I met Williams two weeks ago at the edge of a newish subdivision off Spur 408, the exact location is something of a secret to keep the cabin from being damaged by visitors, ill-intentioned or otherwise. He wore a blue oxford tucked, slacks, brown loafers and a city of Dallas hard hat. Despite the near-100-degree temps, I had followed his advice with the long sleeves and pants, though I had skipped the gloves. Williams led me across the field, warning me to shower well that night to avoid chigger bites, and around a tall chain-link fence placed across the tire tracks.
This is as close to wild as Dallas gets, Williams explains. Plunk down a lawn chair in the morning, and you'll see all manner of birds and wildlife pass by. Williams said he once found a cougar track that was confirmed as such by wildlife experts, though the Texas Department of Parks & Wildlife requires photographs to confirm the presence of mountain lions.

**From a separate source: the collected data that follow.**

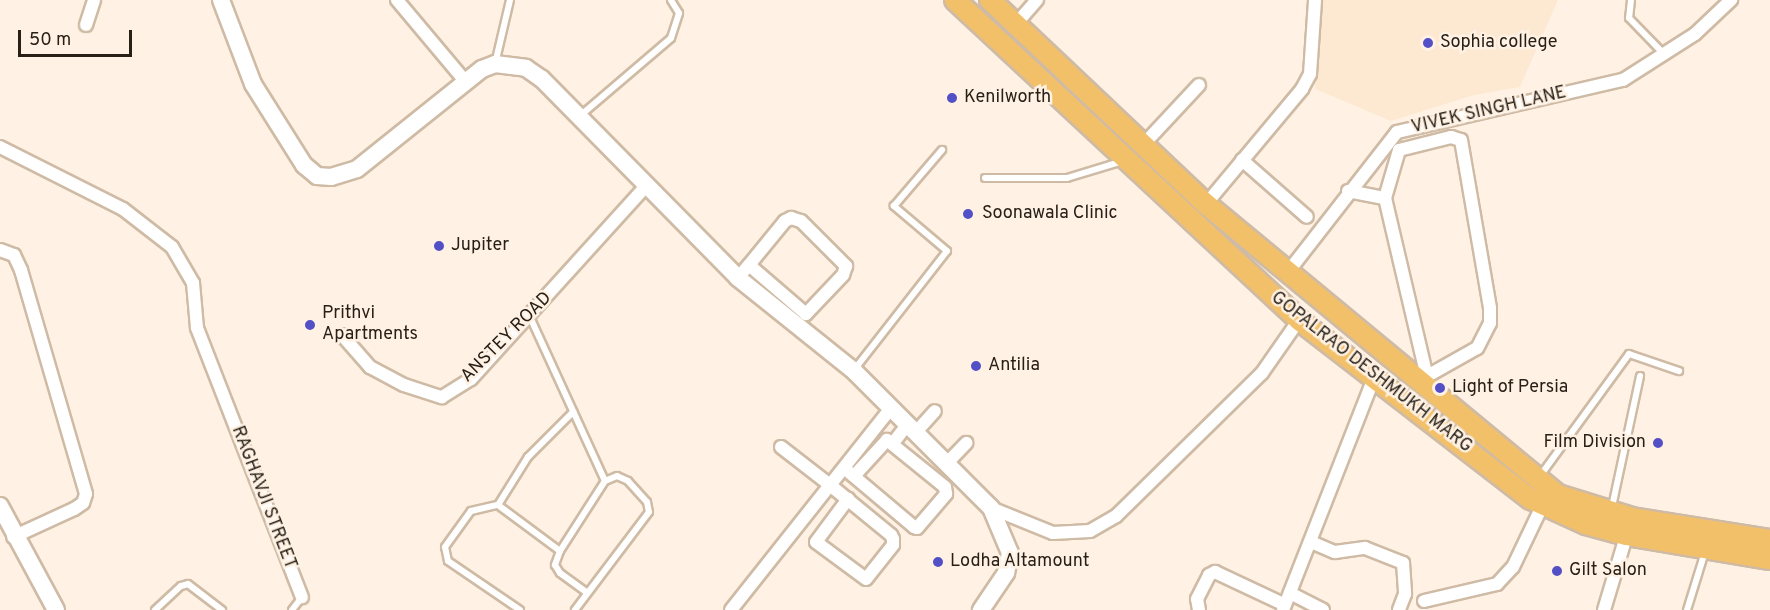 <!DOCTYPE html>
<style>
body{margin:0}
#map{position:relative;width:1770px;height:610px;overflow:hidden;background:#fff2e4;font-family:Overpass,sans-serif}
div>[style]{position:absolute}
.built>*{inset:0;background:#fde8d1}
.roads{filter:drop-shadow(2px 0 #cfbba5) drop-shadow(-2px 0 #cfbba5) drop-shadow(0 2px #cfbba5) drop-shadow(0 -2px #cfbba5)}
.lane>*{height:6px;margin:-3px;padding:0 3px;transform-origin:3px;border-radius:3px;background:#fff}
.street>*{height:12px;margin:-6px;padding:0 6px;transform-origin:6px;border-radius:6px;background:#fff}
.secondary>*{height:16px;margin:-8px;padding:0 8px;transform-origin:8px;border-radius:8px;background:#fff}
.primary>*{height:20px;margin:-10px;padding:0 10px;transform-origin:10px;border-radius:10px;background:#f3c06a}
.dots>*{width:16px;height:16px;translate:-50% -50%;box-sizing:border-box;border:3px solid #fff2e4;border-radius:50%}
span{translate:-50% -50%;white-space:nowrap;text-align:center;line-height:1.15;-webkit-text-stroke:5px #fff2e4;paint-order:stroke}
.poi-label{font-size:18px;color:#282017}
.left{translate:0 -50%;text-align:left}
.right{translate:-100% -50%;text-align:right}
.street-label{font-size:18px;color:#282017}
.scale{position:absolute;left:18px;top:30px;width:114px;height:27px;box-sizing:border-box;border:3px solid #282017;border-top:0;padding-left:8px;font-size:18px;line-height:21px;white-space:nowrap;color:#282017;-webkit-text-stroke:4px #fff2e4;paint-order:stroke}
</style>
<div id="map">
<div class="built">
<i style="clip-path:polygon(1319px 0,1558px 0,1520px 87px,1474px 95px,1391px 121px,1315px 89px)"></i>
</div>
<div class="roads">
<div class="lane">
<i style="left:1631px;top:0;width:18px;rotate:96deg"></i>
<i style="left:1629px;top:18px;width:50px;rotate:45.8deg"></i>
<i style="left:495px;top:64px;width:66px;rotate:-76.8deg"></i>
<i style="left:581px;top:115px;width:118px;rotate:-40.5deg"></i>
<i style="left:671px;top:38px;width:26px;rotate:-72deg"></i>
<i style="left:679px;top:13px;width:15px;rotate:-122deg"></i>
<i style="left:985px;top:178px;width:82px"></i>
<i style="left:1067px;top:178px;width:59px;rotate:-16.9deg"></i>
<i style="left:530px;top:317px;width:180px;rotate:65.4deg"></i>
<i style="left:605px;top:481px;width:13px;rotate:-23deg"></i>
<i style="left:617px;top:476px;width:12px;rotate:24deg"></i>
<i style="left:628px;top:481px;width:28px;rotate:48deg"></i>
<i style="left:647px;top:502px;width:10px;rotate:79deg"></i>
<i style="left:649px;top:512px;width:123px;rotate:127.1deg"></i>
<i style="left:854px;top:370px;width:151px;rotate:-52deg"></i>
<i style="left:947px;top:251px;width:70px;rotate:-139.7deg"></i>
<i style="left:894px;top:206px;width:74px;rotate:-49.4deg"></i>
<i style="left:1540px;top:476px;width:151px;rotate:-53.9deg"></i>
<i style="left:1629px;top:354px;width:53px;rotate:18.8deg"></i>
<i style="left:498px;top:505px;width:77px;rotate:36.6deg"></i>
<i style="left:560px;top:551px;width:83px;rotate:-57.3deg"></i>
<i style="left:1612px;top:507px;width:134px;rotate:-77.9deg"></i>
<i style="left:560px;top:551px;width:15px;rotate:110deg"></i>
<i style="left:555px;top:565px;width:9px;rotate:58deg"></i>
<i style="left:560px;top:573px;width:34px;rotate:36deg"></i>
<i style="left:155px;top:610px;width:35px;rotate:-43deg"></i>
<i style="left:181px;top:586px;width:7px;rotate:-16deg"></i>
<i style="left:188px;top:584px;width:43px;rotate:37.4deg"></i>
<i style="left:292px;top:610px;width:16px;rotate:-52deg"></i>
<i style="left:520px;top:610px;width:87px;rotate:-145.8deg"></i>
<i style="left:448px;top:561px;width:14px;rotate:-102deg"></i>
<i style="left:445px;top:547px;width:44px;rotate:-54.2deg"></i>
<i style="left:471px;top:511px;width:28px;rotate:-13deg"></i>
<i style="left:498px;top:505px;width:57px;rotate:-58deg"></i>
<i style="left:528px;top:457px;width:64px;rotate:-45deg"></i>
<i style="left:1687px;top:610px;width:61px;rotate:-72.8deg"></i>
</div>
<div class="street">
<i style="left:397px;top:0;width:106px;rotate:50deg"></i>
<i style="left:1016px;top:24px;width:32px;rotate:-49deg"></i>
<i style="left:86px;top:25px;width:26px;rotate:-72deg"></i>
<i style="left:1143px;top:145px;width:82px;rotate:-47deg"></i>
<i style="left:0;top:147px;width:138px;rotate:26.8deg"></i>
<i style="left:123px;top:209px;width:62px;rotate:37.8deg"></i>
<i style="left:172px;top:247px;width:42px;rotate:59.7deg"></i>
<i style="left:193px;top:283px;width:45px;rotate:84.9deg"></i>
<i style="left:197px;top:328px;width:289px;rotate:68.7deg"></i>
<i style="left:1242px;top:160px;width:86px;rotate:41.2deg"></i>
<i style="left:1348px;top:191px;width:38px;rotate:11deg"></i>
<i style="left:1385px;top:198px;width:189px;rotate:76.8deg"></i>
<i style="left:1385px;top:198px;width:50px;rotate:-73.7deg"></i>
<i style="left:1399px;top:150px;width:54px;rotate:-14deg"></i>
<i style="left:1451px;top:137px;width:10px;rotate:17deg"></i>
<i style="left:1461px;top:140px;width:170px;rotate:80.2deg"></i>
<i style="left:1490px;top:308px;width:15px;rotate:90deg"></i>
<i style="left:1490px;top:323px;width:28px;rotate:117deg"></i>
<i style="left:1477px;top:348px;width:55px;rotate:150.6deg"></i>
<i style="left:1206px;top:204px;width:150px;rotate:-50.1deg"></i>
<i style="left:1302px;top:89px;width:17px;rotate:-62deg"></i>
<i style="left:1310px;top:74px;width:74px;rotate:-86.1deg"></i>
<i style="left:0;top:250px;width:15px;rotate:20deg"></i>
<i style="left:14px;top:255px;width:17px;rotate:65deg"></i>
<i style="left:21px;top:270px;width:233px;rotate:73.8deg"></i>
<i style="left:86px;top:494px;width:9px;rotate:108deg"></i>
<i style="left:83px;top:503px;width:11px;rotate:146deg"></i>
<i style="left:74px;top:509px;width:67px;rotate:155.3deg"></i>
<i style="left:1288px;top:272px;width:177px;rotate:-52.1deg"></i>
<i style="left:1397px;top:132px;width:232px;rotate:-13deg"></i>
<i style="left:1623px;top:80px;width:85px;rotate:-32.6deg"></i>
<i style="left:1695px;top:34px;width:50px;rotate:-43.4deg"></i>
<i style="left:738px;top:278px;width:17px;rotate:-50deg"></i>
<i style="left:749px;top:265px;width:57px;rotate:-50.7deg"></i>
<i style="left:785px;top:221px;width:7px;rotate:-27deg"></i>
<i style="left:791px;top:218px;width:10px;rotate:17deg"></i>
<i style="left:801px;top:221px;width:64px;rotate:45deg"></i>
<i style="left:846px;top:266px;width:9px;rotate:108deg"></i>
<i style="left:843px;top:275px;width:54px;rotate:133.5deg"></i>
<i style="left:806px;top:314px;width:75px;rotate:-139.3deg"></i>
<i style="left:342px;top:335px;width:43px;rotate:48.8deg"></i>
<i style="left:370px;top:367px;width:38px;rotate:28deg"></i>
<i style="left:404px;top:385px;width:40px;rotate:18deg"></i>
<i style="left:442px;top:397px;width:34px;rotate:-32deg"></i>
<i style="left:471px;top:379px;width:262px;rotate:-47.8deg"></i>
<i style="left:916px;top:432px;width:28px;rotate:-48deg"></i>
<i style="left:893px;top:443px;width:24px;rotate:-52deg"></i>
<i style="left:781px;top:447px;width:62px;rotate:37.8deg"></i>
<i style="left:830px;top:485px;width:79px;rotate:39.3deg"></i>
<i style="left:891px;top:535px;width:4px;rotate:63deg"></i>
<i style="left:893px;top:539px;width:6px;rotate:90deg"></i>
<i style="left:893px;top:545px;width:43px;rotate:128.5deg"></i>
<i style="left:866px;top:579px;width:62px;rotate:-143.5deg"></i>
<i style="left:816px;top:542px;width:54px;rotate:-53.3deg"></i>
<i style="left:947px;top:463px;width:28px;rotate:-46deg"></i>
<i style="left:844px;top:468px;width:92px;rotate:40.1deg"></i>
<i style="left:914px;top:527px;width:3px;rotate:18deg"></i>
<i style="left:917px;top:528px;width:45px;rotate:-49.5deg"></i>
<i style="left:946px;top:494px;width:7px;rotate:-98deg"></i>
<i style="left:945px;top:487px;width:75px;rotate:-141deg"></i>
<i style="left:887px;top:440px;width:49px;rotate:132.5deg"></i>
<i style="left:991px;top:508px;width:67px;rotate:22deg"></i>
<i style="left:1053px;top:533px;width:37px;rotate:-3deg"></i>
<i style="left:1090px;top:531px;width:30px;rotate:-30deg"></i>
<i style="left:1116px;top:516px;width:204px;rotate:-44.4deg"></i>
<i style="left:1262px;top:373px;width:65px;rotate:-55.1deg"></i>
<i style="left:1311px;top:542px;width:26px;rotate:23deg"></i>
<i style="left:1335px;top:552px;width:30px;rotate:-8deg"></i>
<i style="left:1365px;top:548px;width:41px;rotate:21.5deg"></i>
<i style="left:1403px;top:563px;width:31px;rotate:86deg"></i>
<i style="left:1405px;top:594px;width:17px;rotate:111deg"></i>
<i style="left:1290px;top:593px;width:37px;rotate:27deg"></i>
<i style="left:1424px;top:601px;width:75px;rotate:-13.1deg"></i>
<i style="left:1497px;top:584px;width:23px;rotate:-47deg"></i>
<i style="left:1513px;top:567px;width:70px;rotate:-64.5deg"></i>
<i style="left:731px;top:610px;width:258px;rotate:-51.6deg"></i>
<i style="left:1199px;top:610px;width:11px;rotate:-100deg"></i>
<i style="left:1197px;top:599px;width:27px;rotate:-63deg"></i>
<i style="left:1209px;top:575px;width:7px;rotate:-27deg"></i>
<i style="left:1215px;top:572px;width:77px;rotate:25.2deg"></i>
<i style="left:1283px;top:610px;width:249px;rotate:-68.6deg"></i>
<i style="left:1604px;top:610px;width:84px;rotate:-73.3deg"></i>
</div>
<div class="secondary">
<i style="left:221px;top:0;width:90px;rotate:69.1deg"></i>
<i style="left:253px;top:84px;width:96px;rotate:57.8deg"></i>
<i style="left:304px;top:165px;width:17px;rotate:40deg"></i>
<i style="left:317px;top:176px;width:14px;rotate:4deg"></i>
<i style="left:331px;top:177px;width:27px;rotate:-17deg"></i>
<i style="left:357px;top:169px;width:160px;rotate:-38.7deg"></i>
<i style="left:482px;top:69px;width:14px;rotate:-21deg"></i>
<i style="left:495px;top:64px;width:31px;rotate:7deg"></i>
<i style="left:526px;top:68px;width:19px;rotate:35deg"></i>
<i style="left:542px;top:79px;width:279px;rotate:45.4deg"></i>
<i style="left:738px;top:278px;width:149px;rotate:38.7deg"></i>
<i style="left:854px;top:371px;width:194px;rotate:45deg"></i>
<i style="left:991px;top:508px;width:49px;rotate:67.1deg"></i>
<i style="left:1010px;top:553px;width:20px;rotate:101deg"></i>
<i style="left:1006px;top:573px;width:45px;rotate:124deg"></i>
<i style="left:0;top:506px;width:118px;rotate:61.7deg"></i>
</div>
<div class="primary">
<i style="left:955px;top:0;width:470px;rotate:42.9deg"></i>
<i style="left:1299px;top:320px;width:293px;rotate:37.7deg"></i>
<i style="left:1531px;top:499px;width:60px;rotate:24.4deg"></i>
<i style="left:1586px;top:524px;width:41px;rotate:15.4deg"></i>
<i style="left:1626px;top:535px;width:146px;rotate:9.5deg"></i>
<i style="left:990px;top:0;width:297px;rotate:43.4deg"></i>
<i style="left:1206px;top:204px;width:457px;rotate:39.6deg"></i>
<i style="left:1558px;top:495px;width:77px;rotate:17.3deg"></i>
<i style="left:1632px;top:518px;width:140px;rotate:9.1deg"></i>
</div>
</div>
<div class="dots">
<i style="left:1428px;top:43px;background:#534fc6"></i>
<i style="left:952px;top:98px;background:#534fc6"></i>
<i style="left:968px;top:214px;background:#534fc6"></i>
<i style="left:439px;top:246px;background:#534fc6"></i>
<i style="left:310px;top:325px;background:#534fc6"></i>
<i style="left:976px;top:366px;background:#534fc6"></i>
<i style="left:1440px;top:388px;background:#534fc6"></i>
<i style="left:1658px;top:443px;background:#534fc6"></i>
<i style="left:938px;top:562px;background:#534fc6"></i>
<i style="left:1557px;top:571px;background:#534fc6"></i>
</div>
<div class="poi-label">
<span class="left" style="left:1440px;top:43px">Sophia college</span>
<span class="left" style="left:964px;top:98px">Kenilworth</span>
<span class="left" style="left:982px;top:214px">Soonawala Clinic</span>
<span class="left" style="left:451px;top:246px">Jupiter</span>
<span class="left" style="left:322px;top:325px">Prithvi<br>Apartments</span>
<span class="left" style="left:988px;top:366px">Antilia</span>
<span class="left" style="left:1452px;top:388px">Light of Persia</span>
<span class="right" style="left:1646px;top:443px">Film Division</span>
<span class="left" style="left:950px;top:562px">Lodha Altamount</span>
<span class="left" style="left:1569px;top:571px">Gilt Salon</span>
</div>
<div class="street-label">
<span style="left:1489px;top:111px;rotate:-13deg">VIVEK SINGH LANE</span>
<span style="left:507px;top:338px;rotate:-45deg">ANSTEY ROAD</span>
<span style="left:1371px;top:373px;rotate:38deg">GOPALRAO DESHMUKH MARG</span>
<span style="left:263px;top:498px;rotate:69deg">RAGHAVJI STREET</span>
</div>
<div class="scale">50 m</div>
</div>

A pair of sturdier, newer fences surround the home of Mrs. Niblo, as Williams refers to her, and block access to the cabin and a ramshackle oak barn from the same era. "The minute she moved out, people started to break in," he said as he unlocked the gate.

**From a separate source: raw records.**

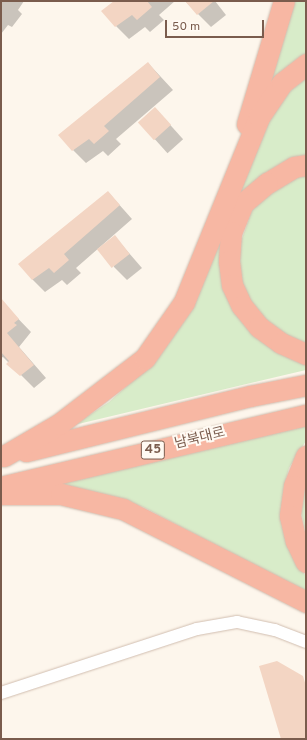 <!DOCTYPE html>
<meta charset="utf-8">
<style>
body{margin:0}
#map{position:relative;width:307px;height:740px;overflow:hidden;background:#fdf6ec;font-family:Overpass,"Noto Sans KR",sans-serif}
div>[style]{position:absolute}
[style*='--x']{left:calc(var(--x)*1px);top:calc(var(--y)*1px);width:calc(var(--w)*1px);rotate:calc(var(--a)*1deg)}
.green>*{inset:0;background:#d8ecc9}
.shadow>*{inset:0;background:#0003;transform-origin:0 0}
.building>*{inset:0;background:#f3d5c3;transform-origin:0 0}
.roads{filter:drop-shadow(0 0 1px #d1beb0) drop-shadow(0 0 1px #d1beb0)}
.street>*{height:12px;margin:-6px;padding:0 6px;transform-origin:6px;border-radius:6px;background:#fff}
.highway>*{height:21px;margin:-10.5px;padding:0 10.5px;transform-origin:10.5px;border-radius:10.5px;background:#f7b7a3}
span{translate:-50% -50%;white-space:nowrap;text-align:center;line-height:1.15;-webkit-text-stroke:4px #fffaf3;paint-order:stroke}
.shield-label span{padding:1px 3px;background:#fffaf3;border:1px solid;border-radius:3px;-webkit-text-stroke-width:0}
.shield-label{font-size:13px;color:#7a5c4d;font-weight:700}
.street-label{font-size:14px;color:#7a5c4d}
.frame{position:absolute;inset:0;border:2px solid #7a5c4d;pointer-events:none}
.scale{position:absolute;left:165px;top:20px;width:99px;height:18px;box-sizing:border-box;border:2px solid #7a5c4d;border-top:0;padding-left:5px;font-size:12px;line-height:14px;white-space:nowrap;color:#7a5c4d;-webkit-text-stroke:3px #fffaf3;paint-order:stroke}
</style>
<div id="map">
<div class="green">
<div style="clip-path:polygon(294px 1px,306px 1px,306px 55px,272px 83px,268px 81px)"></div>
<div style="clip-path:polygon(306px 71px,306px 158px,241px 197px,230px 291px,306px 359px,306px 370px,74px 425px,109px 402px,148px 367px,267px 114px)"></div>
<div style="clip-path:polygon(306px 172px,306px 348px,287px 340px,252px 308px,240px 282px,239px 247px,253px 207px,274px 187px)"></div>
<div style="clip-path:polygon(306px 426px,306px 441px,289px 468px,285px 484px,297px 565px,306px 576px,306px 592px,143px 507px,115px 497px,50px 484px)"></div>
<div style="clip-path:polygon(306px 479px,306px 535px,301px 511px)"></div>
</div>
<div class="shadow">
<div style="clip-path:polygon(1px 1px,24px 1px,18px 10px,22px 14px,12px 27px,8px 25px,1px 34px)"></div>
<div style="clip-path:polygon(115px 1px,175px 1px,159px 15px,164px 20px,150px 32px,145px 27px,129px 39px,116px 26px)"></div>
<div style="clip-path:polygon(185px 1px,215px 1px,226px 15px,211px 27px)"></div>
<div style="clip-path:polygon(148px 63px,173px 90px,116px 139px,121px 144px,108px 156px,103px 151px,86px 163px,73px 150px)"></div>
<div style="left:155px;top:108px;width:42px;height:21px;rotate:48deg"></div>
<div style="clip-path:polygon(108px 192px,132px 219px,76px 268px,81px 273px,67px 285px,62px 280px,45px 292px,32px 279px)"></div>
<div style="clip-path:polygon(115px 237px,142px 268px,127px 280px,114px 267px)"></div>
<div style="clip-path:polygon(5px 305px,31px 332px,19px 347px,46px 378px,34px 388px,3px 357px,1px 358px,1px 309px)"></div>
</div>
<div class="building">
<div style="clip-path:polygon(114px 1px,147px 1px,152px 7px,137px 20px,132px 15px,115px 27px,101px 11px)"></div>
<div style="clip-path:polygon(185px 1px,214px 1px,197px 15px)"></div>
<div style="clip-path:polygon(148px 62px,160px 77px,104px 126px,109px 131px,94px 144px,89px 139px,72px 151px,58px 135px)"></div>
<div style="left:155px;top:107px;width:24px;height:23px;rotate:48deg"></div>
<div style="clip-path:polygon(108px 191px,120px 205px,64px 254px,69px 260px,54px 273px,49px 268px,32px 280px,18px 264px)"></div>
<div style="left:115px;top:235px;width:24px;height:23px;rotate:52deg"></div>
<div style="clip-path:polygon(1px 298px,19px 319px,14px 323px,17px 325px,7px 333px,34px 365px,20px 376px,6px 364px,9px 361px,1px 352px)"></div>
<div style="clip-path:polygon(277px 661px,303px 676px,306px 686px,306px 739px,281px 739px,259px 666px)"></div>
</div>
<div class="roads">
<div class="street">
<div style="--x:1;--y:693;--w:206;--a:-18.1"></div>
<div style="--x:197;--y:629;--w:41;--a:-9.9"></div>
<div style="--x:237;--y:622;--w:39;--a:12"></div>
<div style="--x:275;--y:630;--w:33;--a:21"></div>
</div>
<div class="highway">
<div style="--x:247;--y:124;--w:128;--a:-73.3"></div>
<div style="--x:306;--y:165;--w:12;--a:171"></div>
<div style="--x:294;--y:167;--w:31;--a:149"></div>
<div style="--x:267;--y:183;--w:31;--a:140"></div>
<div style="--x:243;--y:203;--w:31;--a:112"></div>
<div style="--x:231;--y:232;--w:29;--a:94"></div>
<div style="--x:229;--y:261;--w:24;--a:83"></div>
<div style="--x:232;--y:285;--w:23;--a:65"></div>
<div style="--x:242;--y:306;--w:27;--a:51"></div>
<div style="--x:259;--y:327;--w:27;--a:36"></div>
<div style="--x:281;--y:343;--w:27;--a:24"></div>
<div style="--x:26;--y:451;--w:231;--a:-13.8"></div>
<div style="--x:250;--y:396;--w:57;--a:-11.1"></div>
<div style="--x:4;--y:456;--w:64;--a:-30.2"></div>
<div style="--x:59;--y:424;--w:108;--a:-37.5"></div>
<div style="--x:145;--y:358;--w:68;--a:-55.1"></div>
<div style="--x:184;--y:302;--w:200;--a:-67.9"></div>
<div style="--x:259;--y:117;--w:41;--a:-55.9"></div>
<div style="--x:282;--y:83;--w:31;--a:-38"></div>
<div style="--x:306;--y:456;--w:32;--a:112"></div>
<div style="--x:294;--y:486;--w:30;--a:98"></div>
<div style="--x:290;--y:516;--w:26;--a:77"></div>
<div style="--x:296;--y:541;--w:23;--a:65"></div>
<div style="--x:5;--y:486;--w:309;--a:-13.3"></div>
<div style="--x:1;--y:494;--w:60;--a:0"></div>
<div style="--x:61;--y:494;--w:64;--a:13.6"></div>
<div style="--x:123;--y:509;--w:205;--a:26.9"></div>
</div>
</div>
<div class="shield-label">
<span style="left:153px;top:450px">45</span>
</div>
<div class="street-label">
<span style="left:200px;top:439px;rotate:-14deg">남북대로</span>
</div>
<div class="frame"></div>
<div class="scale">50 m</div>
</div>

The cabin was standing, though not very well. As a precautionary measure, the city has propped wooden beams against the outer walls. The building wouldn't fall without them, but most of the chinking holding together the stone chimney disintegrated long ago and, though the logs themselves are chinked with still functional concrete, some are brittle or rotting, and it's best not be be cavalier about such things.
Williams motioned me back while he ducked through the front door and strafed the single room with his key-chain flashlight before motioning me in. Also a precaution, he said. I assumed he was referring to snakes or poisonous insects until he told me he was checking for homeless squatters.
The cabin was built by Everard Sharrock Jr., who had relocated with his family from Illinois. He, his wife, and their three children lived there until 1853, when they moved to California. The interior is a single room, maybe 25 feet on a side, illuminated only by the light from the door. The light was enough, however, to make out the blade marks on the roof beams from where the builder had pared a round piece of wood into a rectangular 3-by-4-inch beam. Williams pointed out the corners, where the wood was joined without nails, just careful shaping.
The eventual hope is to turn the Niblo property into a full-fledged park centered on the cabin as a sort of Heritage Village fronted by a small grassy area, with walking trails traversing the rougher land. But that will take money, which has not yet become available. The park department got enough through the 2006 bond program to stabilize the cabin and barn, but not enough to fully restore it. To do that will cost somewhere between $200,000 and $300,000, much more to draft a plan for a park. "We don't have a clue on development yet," Williams said, though the city is working obtaining local, state and national historic designations.
For Williams, it's enough that the building has survived. Williams expects people will find some Civil War-era wells and outhouses yet to be discovered in the empty land of southern Dallas, but he doubts there is another Sharrock cabin.